▸ WHAT YOU ARE ASKED TO DO: Where a picture appears, leave it out, and print the rest of the records as they are.

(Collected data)
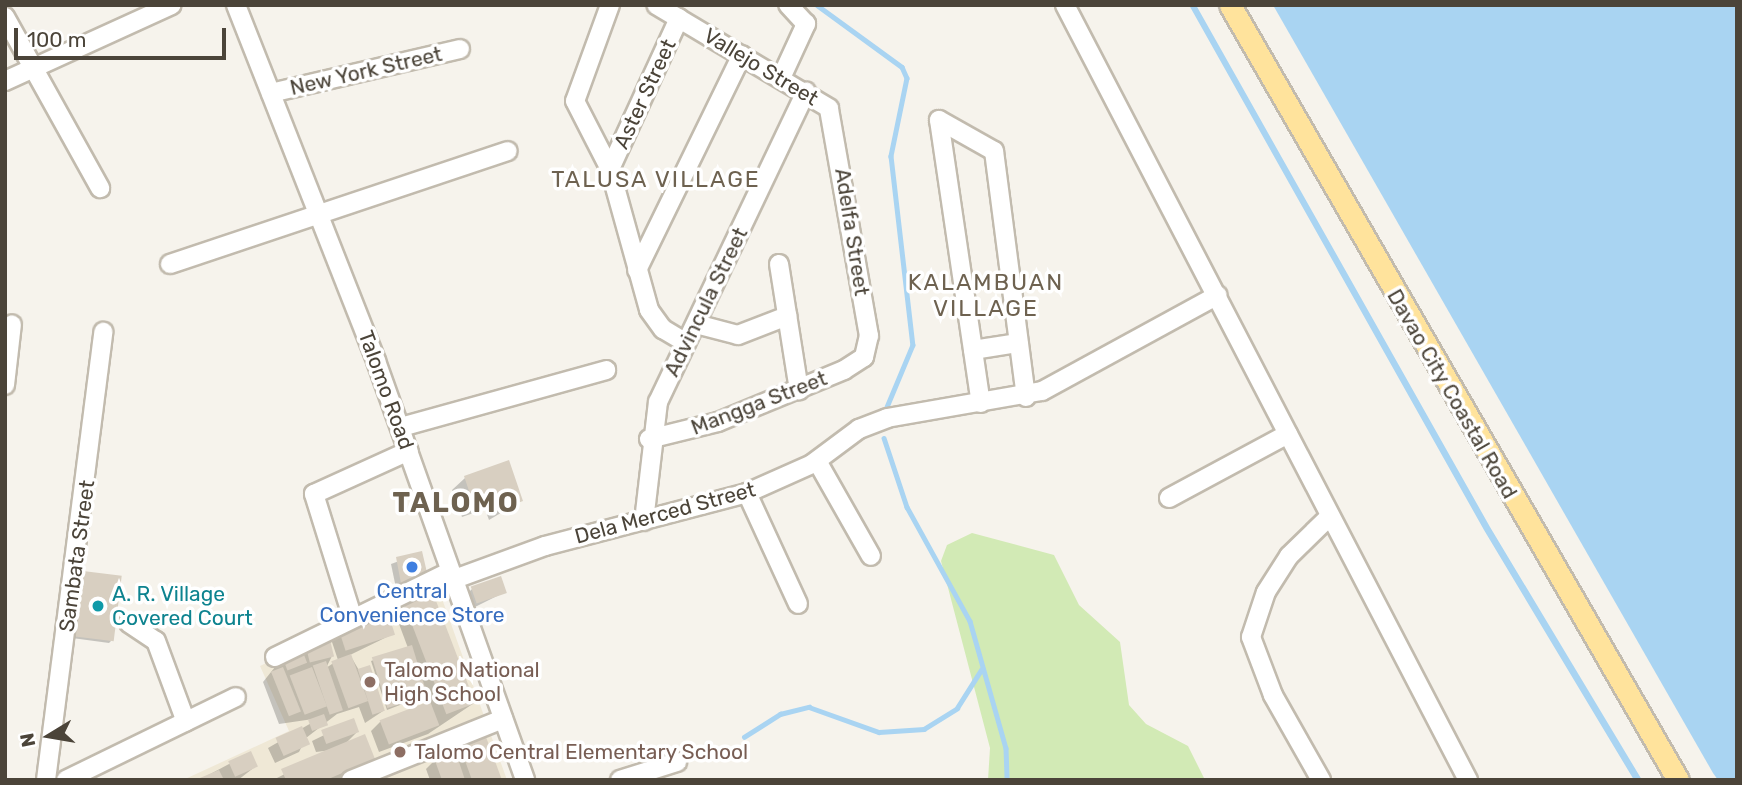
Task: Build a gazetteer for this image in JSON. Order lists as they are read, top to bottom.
{
  "streets": {
    "main road": ["Davao City Coastal Road"],
    "street": [
      "Vallejo Street",
      "New York Street",
      "Aster Street",
      "Adelfa Street",
      "Advincula Street",
      "Talomo Road",
      "Mangga Street",
      "Dela Merced Street",
      "Sambata Street"
    ]
  },
  "crossings": [
    ["Vallejo Street", "Aster Street"],
    ["Vallejo Street", "Adelfa Street"],
    ["Vallejo Street", "Advincula Street"],
    ["New York Street", "Talomo Road"],
    ["Adelfa Street", "Mangga Street"],
    ["Advincula Street", "Mangga Street"],
    ["Advincula Street", "Dela Merced Street"],
    ["Talomo Road", "Dela Merced Street"]
  ],
  "districts": ["TALUSA VILLAGE", "KALAMBUAN VILLAGE", "TALOMO"],
  "places": [
    "Central Convenience Store",
    "A. R. Village Covered Court",
    "Talomo National High School",
    "Talomo Central Elementary School"
  ],
  "scale_bar": "100 m",
  "north": "left"
}
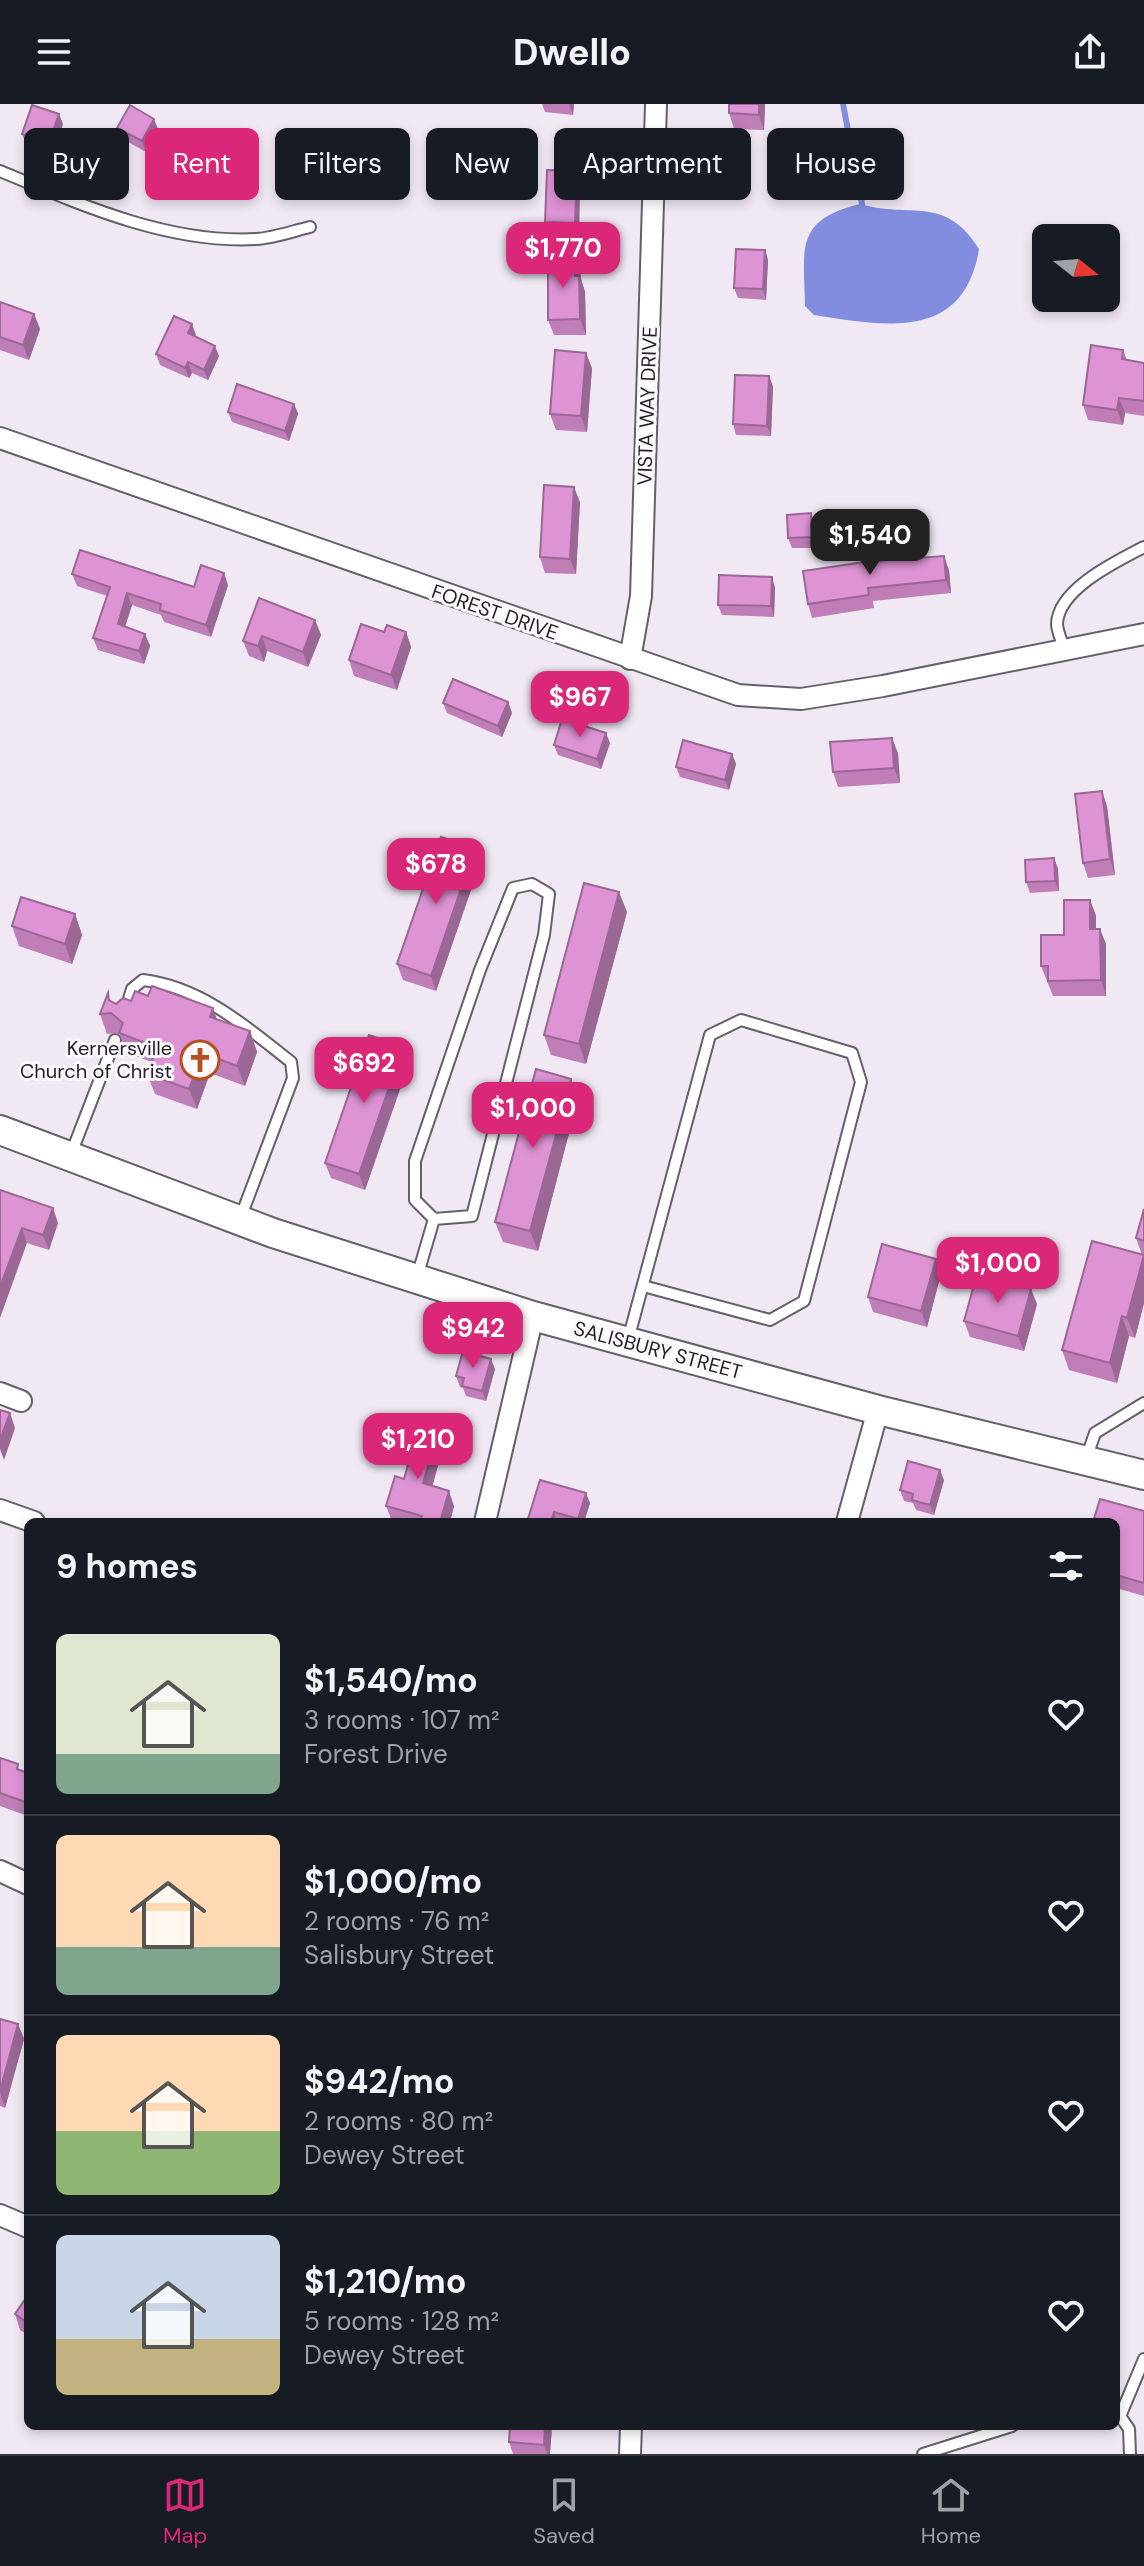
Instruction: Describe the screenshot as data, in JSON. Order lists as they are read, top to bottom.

▸ RESPONSE BOX:
Task: Build a gazetteer for this image in JSON. Order lists as they are read, top to bottom.
{
  "streets": {
    "main road": ["Davao City Coastal Road"],
    "street": [
      "Vallejo Street",
      "New York Street",
      "Aster Street",
      "Adelfa Street",
      "Advincula Street",
      "Talomo Road",
      "Mangga Street",
      "Dela Merced Street",
      "Sambata Street"
    ]
  },
  "crossings": [
    ["Vallejo Street", "Aster Street"],
    ["Vallejo Street", "Adelfa Street"],
    ["Vallejo Street", "Advincula Street"],
    ["New York Street", "Talomo Road"],
    ["Adelfa Street", "Mangga Street"],
    ["Advincula Street", "Mangga Street"],
    ["Advincula Street", "Dela Merced Street"],
    ["Talomo Road", "Dela Merced Street"]
  ],
  "districts": ["TALUSA VILLAGE", "KALAMBUAN VILLAGE", "TALOMO"],
  "places": [
    "Central Convenience Store",
    "A. R. Village Covered Court",
    "Talomo National High School",
    "Talomo Central Elementary School"
  ],
  "scale_bar": "100 m",
  "north": "left"
}
Instruction: Describe the screenshot as data, in JSON. Order lists as they are read, top to bottom.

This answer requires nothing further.